Reporter: I can't take your money, I'm undercover. I'm with KSFY News. Why did you give me money?

Driver 1: I just thought you deserved something.

And moments after that, another.

Driver 2: It's just the Christian thing to do.

Reporter: Do you know it's a problem in our city?

Driver 2: Yes. I know that.

After an hour, more than a handful of people tried to give me money adding up to about $25. But standing out here wasn't exactly easy.

Reporter: It's getting cold now.

And it wasn't just the weather, I was quite embarrassed.

Reporter: People were looking at me like I was either crazy or they felt bad for me. It was bad.

Police have advice for you.
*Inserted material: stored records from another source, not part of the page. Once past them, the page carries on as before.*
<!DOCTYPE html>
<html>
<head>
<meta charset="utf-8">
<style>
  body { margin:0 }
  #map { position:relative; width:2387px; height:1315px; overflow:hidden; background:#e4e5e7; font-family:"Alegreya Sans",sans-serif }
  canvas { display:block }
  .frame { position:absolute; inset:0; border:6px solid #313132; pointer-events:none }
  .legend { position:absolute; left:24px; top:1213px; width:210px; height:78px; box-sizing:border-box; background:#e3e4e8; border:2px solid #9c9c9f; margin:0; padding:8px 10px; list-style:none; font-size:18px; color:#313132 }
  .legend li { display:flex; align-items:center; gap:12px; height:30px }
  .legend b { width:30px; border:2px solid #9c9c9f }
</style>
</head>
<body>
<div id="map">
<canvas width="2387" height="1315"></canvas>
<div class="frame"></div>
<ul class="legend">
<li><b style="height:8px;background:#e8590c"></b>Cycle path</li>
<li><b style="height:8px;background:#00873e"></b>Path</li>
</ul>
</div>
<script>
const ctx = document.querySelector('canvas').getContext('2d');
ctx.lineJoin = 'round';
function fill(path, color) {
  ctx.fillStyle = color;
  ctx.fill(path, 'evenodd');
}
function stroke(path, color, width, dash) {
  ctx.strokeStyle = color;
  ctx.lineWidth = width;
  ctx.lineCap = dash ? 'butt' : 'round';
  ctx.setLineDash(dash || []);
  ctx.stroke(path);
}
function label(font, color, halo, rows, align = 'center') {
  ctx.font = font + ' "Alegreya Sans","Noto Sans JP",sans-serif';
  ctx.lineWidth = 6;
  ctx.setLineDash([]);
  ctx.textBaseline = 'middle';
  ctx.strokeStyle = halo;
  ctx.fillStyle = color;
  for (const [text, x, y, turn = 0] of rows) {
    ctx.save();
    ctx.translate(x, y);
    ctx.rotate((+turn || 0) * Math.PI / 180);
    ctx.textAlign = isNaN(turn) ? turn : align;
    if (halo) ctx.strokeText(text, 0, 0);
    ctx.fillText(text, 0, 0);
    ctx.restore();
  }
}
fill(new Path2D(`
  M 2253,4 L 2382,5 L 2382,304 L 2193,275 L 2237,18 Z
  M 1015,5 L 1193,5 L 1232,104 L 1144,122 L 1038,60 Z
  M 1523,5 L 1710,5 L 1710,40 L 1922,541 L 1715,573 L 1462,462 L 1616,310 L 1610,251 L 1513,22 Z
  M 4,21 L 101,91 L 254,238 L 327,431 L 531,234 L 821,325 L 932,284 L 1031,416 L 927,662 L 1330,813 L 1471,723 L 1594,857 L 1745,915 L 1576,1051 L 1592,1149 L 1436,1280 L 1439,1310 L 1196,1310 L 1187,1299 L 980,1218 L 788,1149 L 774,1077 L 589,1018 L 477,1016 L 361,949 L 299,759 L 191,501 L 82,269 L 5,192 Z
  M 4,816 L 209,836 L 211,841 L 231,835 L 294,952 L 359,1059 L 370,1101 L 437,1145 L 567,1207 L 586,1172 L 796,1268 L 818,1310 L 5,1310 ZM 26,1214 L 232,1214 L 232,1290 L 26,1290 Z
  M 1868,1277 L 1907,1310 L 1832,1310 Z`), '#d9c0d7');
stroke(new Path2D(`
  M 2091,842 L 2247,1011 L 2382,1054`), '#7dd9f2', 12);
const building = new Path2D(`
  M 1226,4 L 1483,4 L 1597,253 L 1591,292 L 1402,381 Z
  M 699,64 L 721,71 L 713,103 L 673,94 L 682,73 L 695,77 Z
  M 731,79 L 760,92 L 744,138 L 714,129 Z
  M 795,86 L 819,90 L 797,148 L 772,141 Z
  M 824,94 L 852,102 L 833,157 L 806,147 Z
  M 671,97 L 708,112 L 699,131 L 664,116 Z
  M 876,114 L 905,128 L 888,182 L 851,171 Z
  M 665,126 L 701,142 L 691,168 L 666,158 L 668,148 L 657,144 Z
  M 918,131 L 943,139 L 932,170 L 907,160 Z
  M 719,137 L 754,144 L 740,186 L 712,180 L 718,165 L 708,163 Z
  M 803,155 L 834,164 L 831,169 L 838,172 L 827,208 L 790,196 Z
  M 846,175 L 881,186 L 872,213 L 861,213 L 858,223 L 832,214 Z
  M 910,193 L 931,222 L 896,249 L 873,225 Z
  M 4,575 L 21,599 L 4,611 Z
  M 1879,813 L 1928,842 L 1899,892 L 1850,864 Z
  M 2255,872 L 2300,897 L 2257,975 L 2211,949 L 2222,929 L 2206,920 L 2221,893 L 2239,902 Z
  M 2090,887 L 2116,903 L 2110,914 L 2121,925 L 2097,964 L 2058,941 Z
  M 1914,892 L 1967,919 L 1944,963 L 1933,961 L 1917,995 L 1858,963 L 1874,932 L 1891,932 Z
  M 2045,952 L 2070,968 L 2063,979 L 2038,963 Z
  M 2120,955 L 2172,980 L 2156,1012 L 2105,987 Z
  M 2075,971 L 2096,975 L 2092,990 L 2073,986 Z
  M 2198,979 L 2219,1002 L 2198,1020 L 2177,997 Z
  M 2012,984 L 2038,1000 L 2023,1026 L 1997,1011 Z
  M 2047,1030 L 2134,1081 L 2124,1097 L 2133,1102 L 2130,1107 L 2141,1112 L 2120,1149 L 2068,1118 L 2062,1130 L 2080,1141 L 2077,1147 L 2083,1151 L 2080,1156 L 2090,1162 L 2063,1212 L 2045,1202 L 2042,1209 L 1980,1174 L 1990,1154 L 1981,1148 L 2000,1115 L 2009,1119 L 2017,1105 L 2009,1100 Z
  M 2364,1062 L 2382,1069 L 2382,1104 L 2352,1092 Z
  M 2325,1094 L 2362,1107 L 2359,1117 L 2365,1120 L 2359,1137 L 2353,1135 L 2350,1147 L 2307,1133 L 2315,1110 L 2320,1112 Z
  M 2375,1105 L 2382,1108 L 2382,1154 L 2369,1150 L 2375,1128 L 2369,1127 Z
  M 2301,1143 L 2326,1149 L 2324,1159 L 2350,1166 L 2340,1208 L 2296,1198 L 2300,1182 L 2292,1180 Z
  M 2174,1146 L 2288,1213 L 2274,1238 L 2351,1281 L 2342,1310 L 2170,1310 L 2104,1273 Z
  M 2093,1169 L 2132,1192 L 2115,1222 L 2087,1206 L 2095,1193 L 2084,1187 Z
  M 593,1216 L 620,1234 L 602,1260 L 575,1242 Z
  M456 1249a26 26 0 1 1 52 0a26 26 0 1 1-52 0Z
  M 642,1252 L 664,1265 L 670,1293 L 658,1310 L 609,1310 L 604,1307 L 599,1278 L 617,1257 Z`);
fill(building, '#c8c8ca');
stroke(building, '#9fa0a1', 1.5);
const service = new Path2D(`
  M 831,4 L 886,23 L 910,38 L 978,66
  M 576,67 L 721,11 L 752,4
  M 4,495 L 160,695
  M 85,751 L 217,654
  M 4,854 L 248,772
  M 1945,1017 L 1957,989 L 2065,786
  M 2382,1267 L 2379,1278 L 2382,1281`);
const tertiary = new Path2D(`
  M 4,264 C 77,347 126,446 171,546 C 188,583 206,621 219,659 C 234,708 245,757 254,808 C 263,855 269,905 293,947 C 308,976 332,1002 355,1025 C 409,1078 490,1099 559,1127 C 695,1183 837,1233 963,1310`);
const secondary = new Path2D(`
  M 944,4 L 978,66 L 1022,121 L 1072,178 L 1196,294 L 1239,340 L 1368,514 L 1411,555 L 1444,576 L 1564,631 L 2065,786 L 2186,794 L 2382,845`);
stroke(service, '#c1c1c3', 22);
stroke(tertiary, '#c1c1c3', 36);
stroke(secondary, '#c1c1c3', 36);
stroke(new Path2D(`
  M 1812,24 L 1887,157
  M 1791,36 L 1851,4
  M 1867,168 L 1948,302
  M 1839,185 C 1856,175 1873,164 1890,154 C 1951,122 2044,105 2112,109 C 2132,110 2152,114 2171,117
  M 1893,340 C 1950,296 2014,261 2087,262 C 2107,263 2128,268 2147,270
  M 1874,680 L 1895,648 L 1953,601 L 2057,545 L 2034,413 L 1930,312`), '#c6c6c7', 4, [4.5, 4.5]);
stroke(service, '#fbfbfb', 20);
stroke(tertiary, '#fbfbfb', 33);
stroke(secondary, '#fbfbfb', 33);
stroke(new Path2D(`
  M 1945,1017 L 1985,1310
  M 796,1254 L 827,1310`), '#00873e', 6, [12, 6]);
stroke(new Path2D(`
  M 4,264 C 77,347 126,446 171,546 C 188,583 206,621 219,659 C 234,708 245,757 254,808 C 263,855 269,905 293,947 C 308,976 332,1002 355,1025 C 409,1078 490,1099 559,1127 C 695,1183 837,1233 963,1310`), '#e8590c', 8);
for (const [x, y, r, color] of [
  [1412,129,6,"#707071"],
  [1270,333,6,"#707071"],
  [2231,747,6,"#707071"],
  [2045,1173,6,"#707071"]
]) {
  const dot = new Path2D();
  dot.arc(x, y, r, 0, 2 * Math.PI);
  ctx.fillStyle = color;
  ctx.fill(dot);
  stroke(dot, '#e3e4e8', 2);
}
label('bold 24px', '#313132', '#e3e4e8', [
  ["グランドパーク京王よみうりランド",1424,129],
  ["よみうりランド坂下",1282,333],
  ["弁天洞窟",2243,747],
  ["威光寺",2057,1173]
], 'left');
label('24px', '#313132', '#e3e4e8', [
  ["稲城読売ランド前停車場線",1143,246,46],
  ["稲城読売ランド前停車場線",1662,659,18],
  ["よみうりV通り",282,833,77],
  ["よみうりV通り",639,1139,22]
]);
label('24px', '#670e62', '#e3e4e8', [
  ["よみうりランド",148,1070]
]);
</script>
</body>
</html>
Don't give out money.

"We got a lot of services available to people who are in need to there's a lot of different avenues and agencies that help people out in Sioux Falls," Clemens said.

As for the traveling panhandler, he plans to head to southern Texas for the winter. But for now, he's thinking about where to eat.

"I eat good and make the money out here so I can eat at a restaurant and I don't have to wait in line at the soup kitchen," Mayberry said.

Reporter: So with the $15 you collected today, will you get a drink or a hot meal?

"Probably both," Mayberry said.

Again, KSFY didn't take any money from drivers.

Police say once it the ordinance starts they won't ignore the issue. They will approach panhandlers and ask if they are aware of the ordinance. If they don't leave they could be arrested.

There have only been very few arrests. Police have to see it happening for themselves.